Further consolidation on the cards as smaller companies find it hard to compete in current economic climate

The freight forwarding sector faces significant consolidation as smaller companies collapse because clients delay payments or change routes.

Hermann Ude, Chief Executive of DHL’s freight forwarding arm, told the Financial Times that the industry was particularly fragmented in Asia.

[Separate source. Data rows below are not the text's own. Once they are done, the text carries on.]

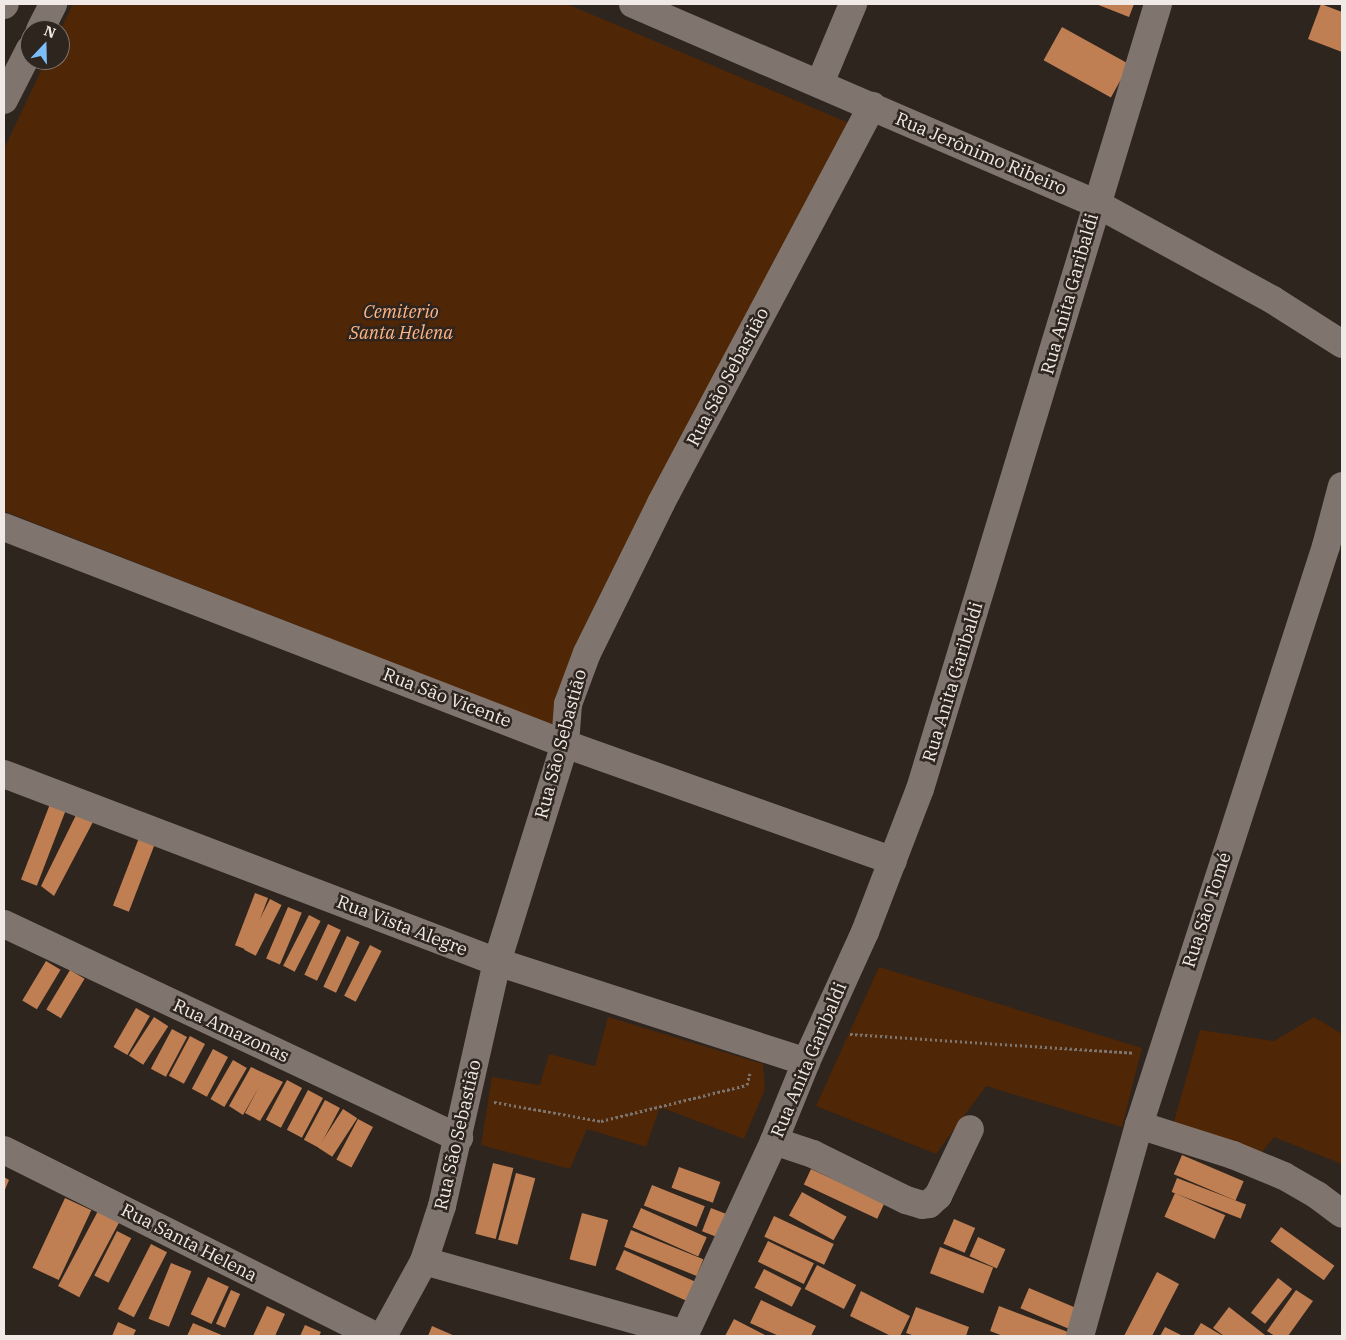 <!DOCTYPE html>
<html>
<head>
<meta charset="utf-8">
<style>
	body { margin:0 }
	#map { position:relative; width:1346px; height:1340px; overflow:hidden; background:#2e251f; font-family:"IBM Plex Serif",serif }
	div>[style] { position:absolute }
	[style*='--x'] { left:calc(var(--x)*1px); top:calc(var(--y)*1px); width:calc(var(--w)*1px); rotate:calc(var(--a)*1deg) }
	.green>* { inset:0; background:#4f2606 }
	.building>* { inset:0; background:#c07f53; transform-origin:0 0 }
	.path>* { height:3px; margin-top:-1.5px; transform-origin:0; background:repeating-linear-gradient(90deg,#7c746f 0 2.5px,transparent 0 5px) }
	.minor>* { height:28px; margin:-14px; padding:0 14px; transform-origin:14px; border-radius:14px; background:#80756e }
	span { translate:-50% -50%; white-space:nowrap; text-align:center; line-height:1.15; -webkit-text-stroke:5px #2e251f; paint-order:stroke }
	.street-label { font-size:18px; color:#f0e9e5 }
	.park-label { font-size:18px; color:#fdb586; font-style:italic }
	.frame { position:absolute; inset:0; border:5px solid #f0e9e5; pointer-events:none }
	.north { position:absolute; left:20px; top:20px; width:50px; height:50px; box-sizing:border-box; background:#2e251f; border:1px solid #7c736e; border-radius:50%; rotate:21deg; font-size:14px; font-weight:700; line-height:20px; text-align:center; color:#f0e9e5 }
	.north::after { content:''; display:block; margin:auto; width:18px; height:22px; background:#7bbef8; clip-path:polygon(50% 0,100% 100%,50% 72%,0 100%) }
</style>
</head>
<body>
<div id="map">
	<div class="green">
		<i style="clip-path:polygon(73px 4px,567px 4px,863px 129px,551px 725px,4px 511px,4px 149px,46px 60px,60px 60px,60px 31px)"></i>
		<i style="clip-path:polygon(879px 967px,1142px 1048px,1122px 1127px,986px 1086px,936px 1154px,816px 1106px)"></i>
		<i style="clip-path:polygon(608px 1017px,763px 1064px,765px 1089px,744px 1139px,660px 1107px,646px 1147px,587px 1129px,570px 1169px,481px 1145px,492px 1077px,540px 1085px,549px 1054px,595px 1066px)"></i>
		<i style="clip-path:polygon(1314px 1017px,1342px 1034px,1342px 1164px,1274px 1137px,1262px 1152px,1173px 1125px,1200px 1030px,1274px 1041px)"></i>
	</div>
	<div class="building">
		<i style="clip-path:polygon(1096px 4px,1134px 4px,1129px 17px)"></i>
		<i style="clip-path:polygon(1321px 4px,1342px 12px,1342px 52px,1308px 39px)"></i>
		<i style="left:1062px;top:27px;width:77px;height:38px;rotate:29deg"></i>
		<i style="left:50px;top:804px;width:17px;height:81px;rotate:21deg"></i>
		<i style="clip-path:polygon(77px 813px,94px 820px,54px 896px,41px 886px)"></i>
		<i style="left:142px;top:830px;width:17px;height:81px;rotate:21deg"></i>
		<i style="left:255px;top:893px;width:14px;height:56px;rotate:21deg"></i>
		<i style="left:270px;top:899px;width:13px;height:57px;rotate:27deg"></i>
		<i style="left:288px;top:907px;width:15px;height:56px;rotate:23deg"></i>
		<i style="left:309px;top:915px;width:13px;height:57px;rotate:27deg"></i>
		<i style="left:328px;top:924px;width:14px;height:56px;rotate:25deg"></i>
		<i style="left:347px;top:936px;width:14px;height:56px;rotate:25deg"></i>
		<i style="left:370px;top:945px;width:13px;height:57px;rotate:27deg"></i>
		<i style="left:46px;top:961px;width:17px;height:46px;rotate:31deg"></i>
		<i style="left:70px;top:970px;width:17px;height:46px;rotate:31deg"></i>
		<i style="left:136px;top:1008px;width:16px;height:45px;rotate:30deg"></i>
		<i style="left:154px;top:1017px;width:17px;height:46px;rotate:33deg"></i>
		<i style="left:172px;top:1029px;width:17px;height:45px;rotate:28deg"></i>
		<i style="left:190px;top:1036px;width:17px;height:45px;rotate:28deg"></i>
		<i style="left:213px;top:1049px;width:17px;height:45px;rotate:28deg"></i>
		<i style="left:233px;top:1060px;width:16px;height:45px;rotate:30deg"></i>
		<i style="clip-path:polygon(251px 1067px,283px 1082px,260px 1121px,245px 1113px,259px 1087px,243px 1115px,229px 1106px)"></i>
		<i style="left:287px;top:1080px;width:17px;height:45px;rotate:28deg"></i>
		<i style="left:308px;top:1090px;width:17px;height:45px;rotate:28deg"></i>
		<i style="left:325px;top:1100px;width:17px;height:45px;rotate:28deg"></i>
		<i style="left:343px;top:1109px;width:17px;height:46px;rotate:33deg"></i>
		<i style="left:358px;top:1119px;width:17px;height:46px;rotate:28deg"></i>
		<i style="left:1182px;top:1155px;width:67px;height:21px;rotate:23deg"></i>
		<i style="left:493px;top:1163px;width:21px;height:73px;rotate:14deg"></i>
		<i style="left:679px;top:1167px;width:44px;height:22px;rotate:20deg"></i>
		<i style="left:811px;top:1169px;width:81px;height:17px;rotate:25deg"></i>
		<i style="left:516px;top:1173px;width:20px;height:69px;rotate:15deg"></i>
		<i style="clip-path:polygon(4px 1177px,9px 1180px,4px 1192px)"></i>
		<i style="left:1177px;top:1178px;width:74px;height:15px;rotate:21deg"></i>
		<i style="left:652px;top:1185px;width:57px;height:22px;rotate:22deg"></i>
		<i style="left:802px;top:1192px;width:51px;height:27px;rotate:29deg"></i>
		<i style="left:1175px;top:1193px;width:55px;height:26px;rotate:24deg"></i>
		<i style="left:65px;top:1198px;width:29px;height:77px;rotate:25deg"></i>
		<i style="left:641px;top:1208px;width:72px;height:21px;rotate:24deg"></i>
		<i style="left:711px;top:1208px;width:22px;height:25px;rotate:21deg"></i>
		<i style="left:98px;top:1211px;width:24px;height:85px;rotate:28deg"></i>
		<i style="left:582px;top:1213px;width:27px;height:48px;rotate:15deg"></i>
		<i style="left:774px;top:1216px;width:66px;height:23px;rotate:25deg"></i>
		<i style="left:954px;top:1219px;width:23px;height:27px;rotate:23deg"></i>
		<i style="left:1281px;top:1227px;width:66px;height:18px;rotate:36deg"></i>
		<i style="left:631px;top:1230px;width:78px;height:18px;rotate:22deg"></i>
		<i style="left:117px;top:1231px;width:16px;height:50px;rotate:27deg"></i>
		<i style="left:978px;top:1237px;width:30px;height:21px;rotate:24deg"></i>
		<i style="left:768px;top:1241px;width:51px;height:23px;rotate:26deg"></i>
		<i style="left:151px;top:1244px;width:18px;height:73px;rotate:27deg"></i>
		<i style="left:940px;top:1247px;width:57px;height:28px;rotate:21deg"></i>
		<i style="left:624px;top:1250px;width:85px;height:21px;rotate:24deg"></i>
		<i style="left:171px;top:1263px;width:22px;height:60px;rotate:22deg"></i>
		<i style="left:817px;top:1265px;width:44px;height:27px;rotate:27deg"></i>
		<i style="left:764px;top:1269px;width:42px;height:21px;rotate:27deg"></i>
		<i style="clip-path:polygon(1157px 1272px,1179px 1284px,1152px 1336px,1124px 1336px)"></i>
		<i style="left:208px;top:1277px;width:23px;height:41px;rotate:25deg"></i>
		<i style="left:1278px;top:1278px;width:18px;height:44px;rotate:38deg"></i>
		<i style="left:1029px;top:1288px;width:57px;height:22px;rotate:23deg"></i>
		<i style="left:231px;top:1290px;width:10px;height:37px;rotate:24deg"></i>
		<i style="clip-path:polygon(1296px 1290px,1313px 1301px,1288px 1336px,1275px 1336px,1267px 1331px)"></i>
		<i style="clip-path:polygon(861px 1291px,910px 1316px,900px 1336px,891px 1336px,850px 1316px)"></i>
		<i style="clip-path:polygon(761px 1300px,816px 1326px,811px 1336px,779px 1336px,750px 1323px)"></i>
		<i style="clip-path:polygon(267px 1306px,285px 1314px,275px 1336px,253px 1336px)"></i>
		<i style="clip-path:polygon(999px 1306px,1076px 1335px,1076px 1336px,1003px 1336px,990px 1331px)"></i>
		<i style="clip-path:polygon(916px 1307px,969px 1327px,966px 1336px,915px 1336px,906px 1333px)"></i>
		<i style="clip-path:polygon(1229px 1307px,1265px 1335px,1264px 1336px,1224px 1336px,1213px 1328px)"></i>
		<i style="clip-path:polygon(734px 1319px,767px 1336px,725px 1336px)"></i>
		<i style="clip-path:polygon(118px 1322px,136px 1330px,133px 1336px,112px 1336px)"></i>
		<i style="clip-path:polygon(193px 1323px,224px 1336px,187px 1336px)"></i>
		<i style="clip-path:polygon(1201px 1323px,1223px 1336px,1193px 1336px)"></i>
		<i style="clip-path:polygon(305px 1325px,321px 1332px,319px 1336px,300px 1336px)"></i>
		<i style="clip-path:polygon(432px 1326px,455px 1336px,428px 1336px)"></i>
		<i style="clip-path:polygon(1165px 1327px,1183px 1336px,1160px 1336px)"></i>
	</div>
	<div class="path">
		<i style="--x:850;--y:1034;--w:284;--a:3.8"></i>
		<i style="--x:494;--y:1102;--w:109;--a:10.1"></i>
		<i style="--x:601;--y:1121;--w:150;--a:-13.9"></i>
		<i style="--x:747;--y:1085;--w:12;--a:-76"></i>
	</div>
	<div class="minor">
		<i style="--x:633;--y:4;--w:505;--a:23.32"></i>
		<i style="--x:1097;--y:204;--w:200;--a:28.6"></i>
		<i style="--x:1273;--y:300;--w:82;--a:32.5"></i>
		<i style="--x:4;--y:5;--w:1;--a:-45"></i>
		<i style="--x:40;--y:30;--w:29;--a:-63"></i>
		<i style="--x:820;--y:83;--w:86;--a:-67.3"></i>
		<i style="--x:4;--y:100;--w:57;--a:-63"></i>
		<i style="--x:4;--y:527;--w:602;--a:21.15"></i>
		<i style="--x:565;--y:744;--w:348;--a:19.6"></i>
		<i style="--x:4;--y:774;--w:528;--a:20.87"></i>
		<i style="--x:497;--y:962;--w:325;--a:17.9"></i>
		<i style="--x:4;--y:924;--w:503;--a:25.19"></i>
		<i style="--x:1139;--y:1125;--w:99;--a:17.7"></i>
		<i style="--x:1233;--y:1155;--w:55;--a:22.4"></i>
		<i style="--x:1284;--y:1176;--w:38;--a:30"></i>
		<i style="--x:1317;--y:1195;--w:31;--a:37"></i>
		<i style="--x:774;--y:1141;--w:41;--a:18.4"></i>
		<i style="--x:813;--y:1154;--w:104;--a:26.3"></i>
		<i style="--x:906;--y:1200;--w:17;--a:17"></i>
		<i style="--x:922;--y:1205;--w:7;--a:-8"></i>
		<i style="--x:929;--y:1204;--w:12;--a:-42"></i>
		<i style="--x:938;--y:1196;--w:74;--a:-64.5"></i>
		<i style="--x:4;--y:1150;--w:415;--a:26.6"></i>
		<i style="--x:424;--y:1261;--w:271;--a:15.6"></i>
		<i style="--x:383;--y:1336;--w:85;--a:-61.3"></i>
		<i style="--x:424;--y:1261;--w:58;--a:-71.9"></i>
		<i style="--x:442;--y:1206;--w:250;--a:-77.3"></i>
		<i style="--x:497;--y:962;--w:228;--a:-72.7"></i>
		<i style="--x:565;--y:744;--w:40;--a:-85.7"></i>
		<i style="--x:568;--y:704;--w:54;--a:-69.6"></i>
		<i style="--x:587;--y:653;--w:167;--a:-63.7"></i>
		<i style="--x:661;--y:503;--w:450;--a:-62"></i>
		<i style="--x:684;--y:1336;--w:215;--a:-65.2"></i>
		<i style="--x:774;--y:1141;--w:85;--a:-67.9"></i>
		<i style="--x:806;--y:1062;--w:143;--a:-65.6"></i>
		<i style="--x:865;--y:932;--w:153;--a:-69"></i>
		<i style="--x:920;--y:789;--w:820;--a:-73.13"></i>
		<i style="--x:1080;--y:1336;--w:219;--a:-74.4"></i>
		<i style="--x:1139;--y:1125;--w:608;--a:-72.1"></i>
		<i style="--x:1326;--y:546;--w:62;--a:-75.1"></i>
	</div>
	<div class="street-label">
		<span style="left:981px;top:154px;rotate:23deg">Rua Jerônimo Ribeiro</span>
		<span style="left:1070px;top:294px;rotate:-74deg">Rua Anita Garibaldi</span>
		<span style="left:728px;top:377px;rotate:-62deg">Rua São Sebastião</span>
		<span style="left:953px;top:682px;rotate:-73deg">Rua Anita Garibaldi</span>
		<span style="left:447px;top:698px;rotate:21deg">Rua São Vicente</span>
		<span style="left:561px;top:744px;rotate:-75deg">Rua São Sebastião</span>
		<span style="left:1207px;top:910px;rotate:-72deg">Rua São Tomé</span>
		<span style="left:402px;top:926px;rotate:21deg">Rua Vista Alegre</span>
		<span style="left:231px;top:1031px;rotate:25deg">Rua Amazonas</span>
		<span style="left:809px;top:1060px;rotate:-67deg">Rua Anita Garibaldi</span>
		<span style="left:458px;top:1135px;rotate:-77deg">Rua São Sebastião</span>
		<span style="left:189px;top:1243px;rotate:27deg">Rua Santa Helena</span>
	</div>
	<div class="park-label">
		<span style="left:401px;top:323px">Cemiterio<br>Santa Helena</span>
	</div>
	<div class="frame"></div>
	<div class="north">N</div>
</div>
</body>
</html>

In Hong Kong alone, the local association of freight forwarders has about 350 members.
Mr Ude forecast that exporters, besides facing payment delays, would ditch smaller competitors that did not have a sufficient network to divert their goods shipments to the Middle East and other more buoyant consumer markets than the US and Europe.

Mr Ude forecast that DHL’s freight forwarding business would not only gain market share but also “at least hold our profitability next year” despite anticipating a slump in Asian technology exports in the first quarter.
In a separate interview, Wolfgang Lehmacher, Chief Executive of GeoPost Intercontinental, the parcel courier subsidiary of La Poste, the French post office, agreed that the downturn would force exporters to rely more on global transport operators.

Mr Lehmacher said that GeoPost, a relative newcomer to the Asian market, was increasing its business by 10% a month in volume terms. “We don’t see any impact yet from the [economic] downturn.”

“In a place like Korea, a lot of companies are still operating their own logistics, so there is a real potential for them to run things more efficiently.”

However, overall air and sea freight has slumped recently, particularly on some of the main routes out of Asia.

In October, the freight volume passing through Hong Kong’s main air cargo terminal fell 9.9% from a year earlier after dropping 8.1% in September.

Volume there had risen at an average annual rate of 6.9% from 2001 to 2007.

Robert Bruce, Transport Analyst at CLSA, said air freight forwarders were particularly vulnerable.